May 17, 2018
Doctoral student Lisa Bauer was awarded the National Science Foundation’s (NSF) Graduate Research Fellowship. Bauer was one of 2,000 fellowship awardees for 2018 selected from more than 12,000 applicants nationwide.
The NSF Graduate Research Fellowship Program (GRFP), launched in 1952, recruits high-potential, early-career scientists and engineers and supports their graduate research training in science, technology, engineering and mathematics (STEM) fields. Fellows receive a three-year annual stipend of $34,000, along with a $12,000 cost-of-education allowance for tuition and fees.
According to the organization, “NSF Fellows are anticipated to become knowledge experts who can contribute significantly to research, teaching, and innovations in science and engineering.”
“To support U.S. leadership and innovation in science and engineering, we must recognize and nurture talent from all of our nation’s communities,” said Jim Lewis, NSF acting assistant director for Education and Human Resources. “I am pleased that again this year, the competition has selected talented students from all economic backgrounds and all demographic categories.”

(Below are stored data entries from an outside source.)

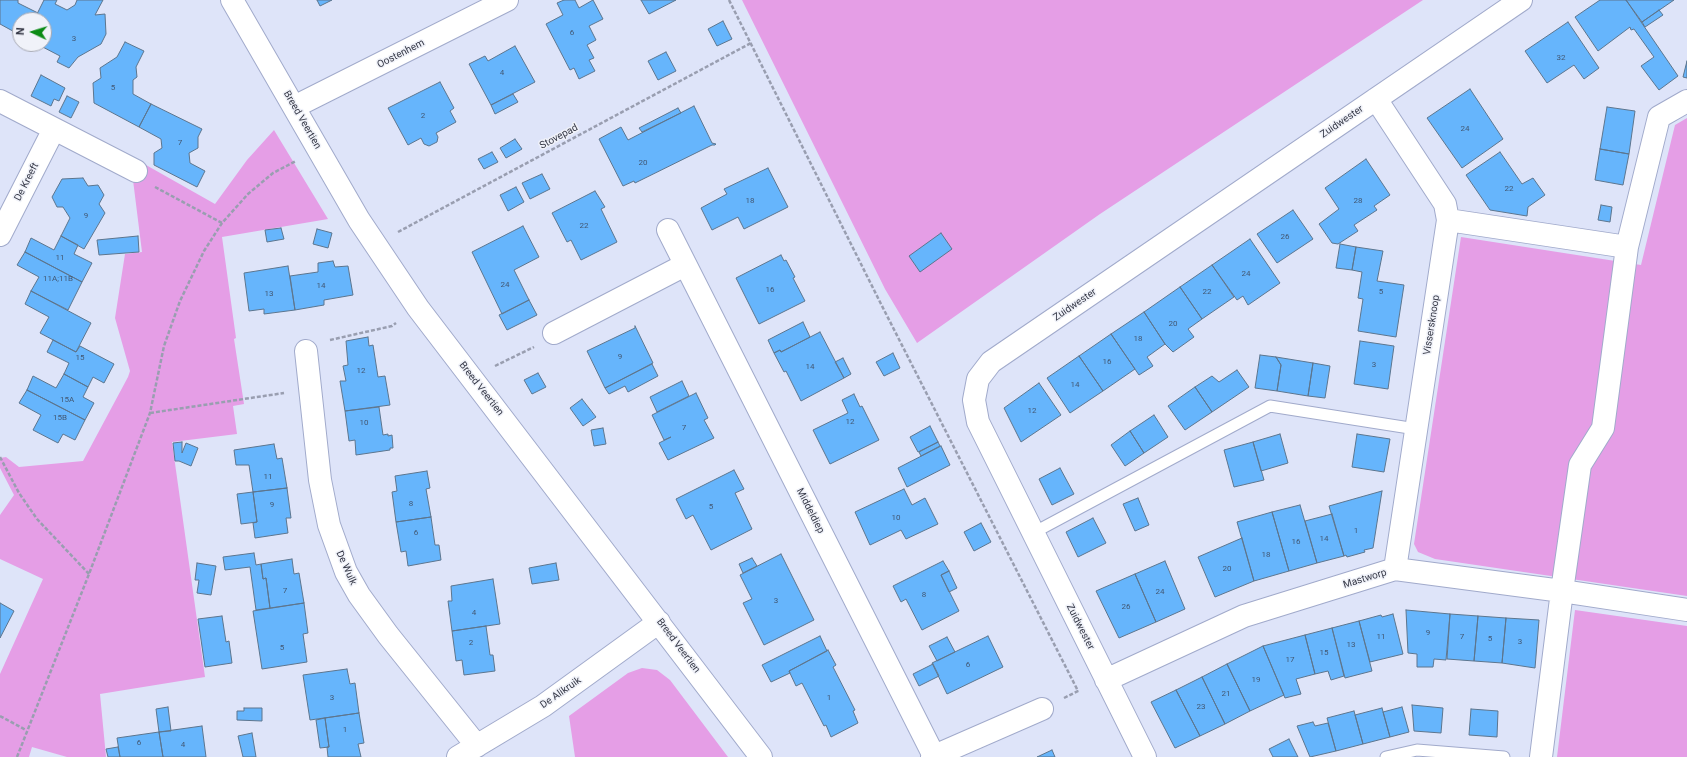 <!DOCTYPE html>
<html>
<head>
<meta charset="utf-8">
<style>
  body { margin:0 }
  #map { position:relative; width:1687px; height:757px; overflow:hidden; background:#dee4f9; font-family:Roboto,sans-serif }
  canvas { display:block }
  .north { position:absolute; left:12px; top:12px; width:40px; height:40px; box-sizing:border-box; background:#f0f2f9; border:1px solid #a6a8b2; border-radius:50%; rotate:274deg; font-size:11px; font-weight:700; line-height:16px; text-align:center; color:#363947 }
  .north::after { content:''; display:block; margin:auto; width:14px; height:18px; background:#0b8b15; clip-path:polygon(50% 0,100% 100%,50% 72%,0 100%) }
</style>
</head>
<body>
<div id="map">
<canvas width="1687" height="757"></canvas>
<div class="north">N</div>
</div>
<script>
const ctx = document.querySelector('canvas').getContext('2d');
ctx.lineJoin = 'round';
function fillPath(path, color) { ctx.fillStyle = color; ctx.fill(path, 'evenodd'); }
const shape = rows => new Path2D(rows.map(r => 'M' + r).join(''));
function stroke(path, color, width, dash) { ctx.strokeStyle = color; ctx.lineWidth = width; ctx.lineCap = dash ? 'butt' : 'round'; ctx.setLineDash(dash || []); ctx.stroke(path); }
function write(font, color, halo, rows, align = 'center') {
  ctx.font = font + ' Roboto,sans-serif'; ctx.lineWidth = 3; ctx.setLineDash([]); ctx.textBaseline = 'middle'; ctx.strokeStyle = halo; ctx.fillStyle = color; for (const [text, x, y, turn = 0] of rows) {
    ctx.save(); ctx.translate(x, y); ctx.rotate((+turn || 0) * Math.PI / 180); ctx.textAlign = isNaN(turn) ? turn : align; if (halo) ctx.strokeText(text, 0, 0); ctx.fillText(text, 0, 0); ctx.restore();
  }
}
fillPath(shape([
  [742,0,1423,0,1100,214,917,343,885,289],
  [1687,118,1687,596,1435,559,1418,552,1414,544,1461,237,1641,265,1675,125],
  [274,130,328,219,222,237,236,338,234,339,244,404,233,406,237,434,172,442,205,677,100,694,106,757,67,757,32,747,29,757,0,757,0,674,43,579,0,559,0,515,14,495,0,468,0,458,6,457,19,467,83,461,128,377,130,371,115,318,125,254,142,252,133,180,146,165,215,204,247,160],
  [1575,610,1687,626,1687,757,1557,757],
  [642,668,657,670,670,680,728,757,575,757,569,716,628,673]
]), '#e59ee6');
const building = shape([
  [0,0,18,0,18,3,38,13,34,20,20,20,20,35,0,24,0,0],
  [44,0,57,0,55,4,67,10,75,5,77,0,103,0,95,15,105,14,106,34,101,44,78,57,69,68,57,62,60,56,37,44,44,44,44,20,34,20,44,0],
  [317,0,332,0,320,6,317,0],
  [564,0,575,0,579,8,593,0,603,19,589,26,596,40,587,45,594,58,589,60,595,71,579,79,574,68,570,70,546,24,563,15,557,3,564,0],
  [641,0,676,0,649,14,641,0],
  [1600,0,1626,0,1678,76,1659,90,1641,66,1654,57,1634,29,1631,30,1630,27,1598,51,1575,17,1600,0],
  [1626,0,1674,0,1642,22,1626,0],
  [1659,10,1663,15,1645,27,1642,22,1659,10],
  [723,21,732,39,717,46,708,29,723,21],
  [1568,22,1599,68,1584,79,1574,65,1547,83,1525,51,1568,22],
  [125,42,144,51,136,67,137,77,133,80,133,94,151,104,139,127,94,103,93,83,101,78,100,68,117,57,125,42],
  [515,46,535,82,491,105,469,64,485,56,488,61,515,46],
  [666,52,676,71,658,80,648,61,666,52],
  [1687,61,1687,78,1683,77,1687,61],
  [41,75,65,88,59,101,54,99,51,106,31,96,41,75],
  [440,82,454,108,450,111,456,122,436,133,438,137,437,142,429,146,424,144,421,138,408,145,388,108,440,82],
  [1470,89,1503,139,1462,168,1427,118,1470,89],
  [513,94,518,102,495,114,491,105,513,94],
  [67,96,79,102,71,118,59,112,67,96],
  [151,104,202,129,198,137,198,148,189,153,190,163,205,171,197,187,154,165,154,153,162,148,161,139,139,127,151,104],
  [694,106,712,143,716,144,715,145,712,145,635,183,634,181,623,186,599,139,621,127,628,140,694,106],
  [1607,107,1635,111,1629,154,1600,149,1607,107],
  [678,108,681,113,642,132,639,128,678,108],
  [515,139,522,149,506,158,500,148,515,139],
  [1600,149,1629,154,1623,185,1595,180,1600,149],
  [492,152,498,162,484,169,478,159,492,152],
  [1500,152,1522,184,1533,178,1545,195,1528,207,1527,216,1490,210,1466,175,1500,152],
  [1366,159,1390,195,1374,206,1377,210,1354,225,1358,231,1338,244,1332,243,1319,224,1339,209,1325,188,1366,159],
  [768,168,788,207,744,229,738,217,712,230,701,208,727,194,724,189,768,168],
  [542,174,550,189,530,199,522,183,542,174],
  [83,178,88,186,98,185,104,195,99,204,105,213,84,249,61,236,70,218,63,207,57,207,52,197,62,179,83,178],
  [516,187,524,202,508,211,500,195,516,187],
  [595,191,605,207,601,209,617,242,581,260,571,240,567,242,552,213,595,191],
  [1601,205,1612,207,1610,222,1598,220,1601,205],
  [1293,210,1313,239,1277,263,1257,234,1293,210],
  [523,226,539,257,514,270,529,300,502,314,472,252,523,226],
  [281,228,284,239,267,242,265,230,281,228],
  [317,229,332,233,328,248,313,244,317,229],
  [941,233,952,249,920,272,909,256,941,233],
  [61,236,78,245,74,254,92,263,82,282,25,252,31,238,54,250,61,236],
  [138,236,139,252,99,255,97,240,138,236],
  [1250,239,1280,283,1248,305,1243,296,1237,300,1212,265,1250,239],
  [1340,244,1356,247,1352,270,1336,268,1340,244],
  [1356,247,1383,251,1377,281,1404,285,1396,337,1358,331,1363,299,1358,298,1362,272,1352,270,1356,247],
  [25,252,82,282,68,310,31,291,39,277,17,265,25,252],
  [781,255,784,261,786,260,795,277,793,278,805,301,759,324,736,278,781,255],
  [333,261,335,267,348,266,353,295,324,300,324,305,295,310,290,276,318,272,318,263,333,261],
  [1212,265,1234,297,1202,319,1180,287,1212,265],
  [288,266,295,310,264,314,264,309,249,311,244,273,288,266],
  [1180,287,1202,319,1188,329,1194,337,1173,352,1165,344,1144,312,1180,287],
  [31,291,91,323,76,352,40,333,49,317,25,304,31,291],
  [529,300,537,315,507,330,499,315,529,300],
  [1144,312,1165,344,1147,357,1153,366,1139,375,1111,334,1144,312],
  [803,322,810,337,781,352,780,350,774,353,768,340,803,322],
  [635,326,653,363,605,388,587,351,635,328,635,326],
  [820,332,844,378,801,401,786,371,784,372,774,353,780,350,781,352,820,332],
  [1111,334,1135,369,1103,391,1079,356,1111,334],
  [368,337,369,346,373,345,378,377,385,376,390,405,345,411,340,381,346,381,343,366,348,365,346,341,368,337],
  [53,340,76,352,80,346,114,364,104,383,93,377,88,387,64,374,69,363,47,352,53,340],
  [1360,341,1394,346,1388,389,1354,384,1360,341],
  [893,353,900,368,884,376,876,362,893,353],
  [1260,355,1276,357,1281,365,1277,391,1255,388,1260,355],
  [1079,356,1103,391,1070,413,1047,378,1079,356],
  [1276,357,1313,363,1308,396,1277,391,1281,365,1276,357],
  [843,358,851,374,844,378,835,362,843,358],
  [1313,363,1330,366,1325,398,1308,396,1313,363],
  [652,364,658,376,628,392,625,386,609,394,605,388,652,364],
  [1237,370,1249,387,1212,412,1195,387,1212,376,1219,382,1237,370],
  [538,373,546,387,532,394,524,380,538,373],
  [64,374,88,387,83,397,94,403,85,420,27,390,33,376,56,388,64,374],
  [682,381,689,396,657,412,650,397,682,381],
  [1039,383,1061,415,1021,442,1004,408,1039,383],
  [1195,387,1212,412,1185,430,1168,406,1195,387],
  [27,390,85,420,75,440,63,434,58,443,33,430,41,415,19,403,27,390],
  [696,393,708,418,704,420,714,438,668,460,659,443,671,437,664,440,652,415,696,393],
  [854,394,860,407,862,406,879,440,830,464,813,430,848,413,842,400,854,394],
  [582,399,596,417,583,426,570,408,582,399],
  [379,407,383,435,388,434,388,436,392,435,393,448,390,448,390,450,356,455,355,440,349,441,345,411,379,407],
  [1154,415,1168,437,1144,453,1130,431,1154,415],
  [930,426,938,442,918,452,910,437,930,426],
  [603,428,606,444,594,446,591,430,603,428],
  [1130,431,1144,453,1125,466,1111,445,1130,431],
  [1280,434,1288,463,1261,471,1253,442,1280,434],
  [1357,434,1390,439,1384,472,1352,467,1357,434],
  [182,442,182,453,186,443,198,448,191,466,179,461,175,461,173,443,182,442],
  [938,442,940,446,921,456,919,452,938,442],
  [1253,442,1264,480,1234,487,1224,450,1253,442],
  [274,444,277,459,282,458,287,488,253,492,249,465,236,465,234,450,274,444],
  [941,446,950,465,907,487,898,468,941,446],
  [1060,468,1074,494,1052,505,1039,479,1060,468],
  [734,470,744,489,735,493,752,529,711,550,693,515,686,519,676,499,734,470],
  [427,471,430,488,426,489,431,517,396,522,392,492,397,491,395,476,427,471],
  [287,488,291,518,286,518,288,533,255,538,253,523,257,522,253,492,287,488],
  [904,489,912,505,925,498,938,524,906,539,901,530,870,545,855,512,904,489],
  [1382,491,1373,548,1364,550,1365,552,1347,557,1346,555,1344,556,1329,506,1382,491],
  [253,492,257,522,241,524,237,494,253,492],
  [1138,498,1149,525,1135,531,1123,504,1138,498],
  [1300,505,1317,563,1289,571,1272,512,1300,505],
  [1272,512,1289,571,1254,581,1237,522,1272,512],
  [1332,514,1344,556,1317,563,1305,521,1332,514],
  [431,517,435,545,439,545,441,560,408,566,406,551,401,552,396,522,431,517],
  [1093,518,1106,543,1078,557,1066,532,1093,518],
  [981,523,991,542,974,551,964,532,981,523],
  [1242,538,1254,581,1215,597,1198,557,1242,538],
  [254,553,256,565,261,564,263,579,266,578,270,608,256,610,250,567,225,570,223,557,254,553],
  [781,554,814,620,764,645,743,603,752,599,740,575,781,554],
  [752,558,757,566,743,573,739,564,752,558],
  [292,559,294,574,299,573,304,603,270,608,266,578,263,579,261,564,292,559],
  [943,561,949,571,941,575,959,611,922,630,906,599,901,602,893,586,943,561],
  [1165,561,1185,609,1156,622,1135,574,1165,561],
  [197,563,216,566,211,595,197,593,199,580,195,580,197,563],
  [556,563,559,580,532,584,529,568,556,563],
  [949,571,957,588,949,592,941,575,949,571],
  [1135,574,1156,622,1119,638,1096,591,1135,574],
  [493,579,500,624,452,631,448,601,452,601,451,586,493,579],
  [0,603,14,611,0,638,0,603],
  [304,603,308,633,303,634,307,662,262,669,253,611,304,603],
  [1406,610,1450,614,1446,660,1434,659,1433,667,1417,667,1417,654,1408,653,1406,610],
  [1393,614,1403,654,1370,662,1359,621,1381,615,1382,617,1393,614],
  [1450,614,1478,616,1474,661,1447,659,1450,614],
  [222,616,226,642,229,641,232,663,205,667,198,619,222,616],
  [1478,616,1506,618,1502,663,1474,661,1478,616],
  [1506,618,1539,620,1535,668,1502,663,1506,618],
  [1359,621,1372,671,1345,678,1332,628,1359,621],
  [486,626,490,655,493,655,495,671,464,675,462,660,456,661,452,631,486,626],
  [1332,628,1344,676,1331,680,1328,671,1315,674,1305,635,1332,628],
  [1305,635,1315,674,1296,679,1301,694,1285,698,1263,646,1305,635],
  [820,636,827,651,789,671,790,673,771,682,762,665,820,636],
  [988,636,1003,667,947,694,932,663,988,636],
  [947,637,955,652,937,661,929,646,947,637],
  [1263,646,1284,695,1250,711,1227,664,1263,646],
  [828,650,836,665,833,667,855,710,853,711,858,723,831,737,826,725,824,726,802,683,796,686,789,671,828,650],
  [933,664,939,676,919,686,913,674,933,664],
  [1227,664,1250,711,1225,724,1202,677,1227,664],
  [347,669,350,684,355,683,359,713,310,720,303,675,347,669],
  [1202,677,1225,724,1200,736,1176,690,1202,677],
  [1176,690,1200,736,1175,748,1151,702,1176,690],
  [1412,705,1443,708,1441,733,1414,731,1412,705],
  [168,707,171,731,159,732,156,709,168,707],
  [1402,707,1409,732,1390,737,1383,712,1402,707],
  [244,708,262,708,262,721,237,720,237,711,244,711,244,708],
  [1382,708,1390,737,1363,744,1355,715,1382,708],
  [1471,709,1498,711,1497,737,1469,735,1471,709],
  [1354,711,1363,744,1336,751,1327,718,1354,711],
  [359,713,364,743,358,744,361,757,328,757,327,747,329,747,325,718,359,713],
  [325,718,329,747,320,748,316,720,325,718],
  [1313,722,1315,726,1328,723,1336,751,1310,757,1297,726,1313,722],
  [202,726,206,757,163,757,159,732,202,726],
  [159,732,163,757,120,757,117,738,159,732],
  [252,733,256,757,243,757,238,736,252,733],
  [1289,739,1298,757,1273,757,1269,749,1289,739],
  [118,747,120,757,108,757,106,749,118,747],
  [1052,750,1055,757,1037,757,1052,750]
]);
fillPath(building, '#66b5fc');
stroke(building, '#5c758e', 1);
const service = shape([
  [1033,533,1270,406,1416,429],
  [1386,757,1417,750,1504,757]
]);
const minor = shape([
  [232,0,359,220,418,308,761,757],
  [1376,99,1445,204,1448,220,1395,569],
  [0,101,136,171],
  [294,107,507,0],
  [1448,220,1627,247],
  [668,230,934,756],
  [0,235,54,129],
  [554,333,685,265],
  [306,351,320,480,329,525,346,572,359,595,388,635,477,746],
  [1106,680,1244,616,1395,569,1562,591,1687,610],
  [458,757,543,706,659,622],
  [932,757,1042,709],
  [1145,757,978,422,974,400,978,379,991,362,1521,0],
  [1541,757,1562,591,1580,465,1603,428,1627,247,1659,117,1687,101]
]);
stroke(service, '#a1aacb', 13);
stroke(minor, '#a1aacb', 24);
stroke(shape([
  [729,0,881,304,1078,691],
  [155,187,222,223],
  [398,232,751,43],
  [330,340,392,326,396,323],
  [495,366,534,347],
  [150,413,284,393],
  [0,457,19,493,37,519,89,574],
  [1064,698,1080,690],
  [0,716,26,730],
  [17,757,89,574,150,413,164,346,180,301,204,251,222,223,248,194,273,173,296,161]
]), '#999eb0', 2.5, [4, 2]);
stroke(service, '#fff', 11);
stroke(minor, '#fff', 22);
write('8px', '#425874', null, [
  ["6",572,33],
  ["3",74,39],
  ["32",1561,58],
  ["4",502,73],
  ["5",113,88],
  ["2",423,116],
  ["24",1465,129],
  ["7",180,143],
  ["20",643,163],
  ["22",1509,189],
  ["18",750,201],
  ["28",1358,201],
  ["9",86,216],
  ["22",584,226],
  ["26",1285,237],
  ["11",60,258],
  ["24",1246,274],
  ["11A;11B",58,279],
  ["24",505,285],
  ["14",321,286],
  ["16",770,290],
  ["22",1207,292],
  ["5",1381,292],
  ["13",269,294],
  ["20",1173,324],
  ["18",1138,339],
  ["9",620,357],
  ["15",80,358],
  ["16",1107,362],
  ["3",1374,365],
  ["14",810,367],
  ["12",361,371],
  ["14",1075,385],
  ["15A",67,400],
  ["12",1032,411],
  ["15B",60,418],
  ["12",850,422],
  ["10",364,423],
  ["7",684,428],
  ["11",268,477],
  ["8",411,504],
  ["9",272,505],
  ["5",711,507],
  ["10",896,518],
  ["1",1356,531],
  ["6",416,533],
  ["14",1324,539],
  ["16",1296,542],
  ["18",1266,555],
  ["20",1227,569],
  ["7",285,591],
  ["24",1160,592],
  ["8",924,595],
  ["3",776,601],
  ["26",1126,607],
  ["4",474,613],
  ["9",1428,633],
  ["11",1381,637],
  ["7",1462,637],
  ["5",1490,639],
  ["3",1520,642],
  ["2",471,643],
  ["13",1351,645],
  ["5",282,648],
  ["15",1324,653],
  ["17",1290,660],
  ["6",968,665],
  ["19",1256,680],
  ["21",1226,694],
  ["3",332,698],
  ["1",829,698],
  ["23",1201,707],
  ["1",345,730],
  ["6",139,743],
  ["4",183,745]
]);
write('10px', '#363947', '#f0f2f9', [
  ["Oostenhem",401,54,-27],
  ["Breed Veertien",302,120,60],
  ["Zuidwester",1342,122,-34],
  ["Stovepad",559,137,-28],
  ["De Kreeft",27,182,-63],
  ["Zuidwester",1075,305,-34],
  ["Vissersknoop",1432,325,-81],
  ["Breed Veertien",481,389,52],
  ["Middeldiep",810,511,63],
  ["De Wulk",346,568,66],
  ["Mastworp",1365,579,-17],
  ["Zuidwester",1080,627,63],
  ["Breed Veertien",678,646,53],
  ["De Alikruik",561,693,-35]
]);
</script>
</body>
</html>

Bauer’s work primarily focuses on natural language generation models for question answering and dialogue, with an emphasis on deeper reasoning and knowledge-based inference. She is also very interested in equal access to education and tutored incarcerated women at the Maryland Penitentiary. Bauer is a member of the Natural Language Processing and Machine Learning (NLP-ML) research group, advised by assistant professor Mohit Bansal.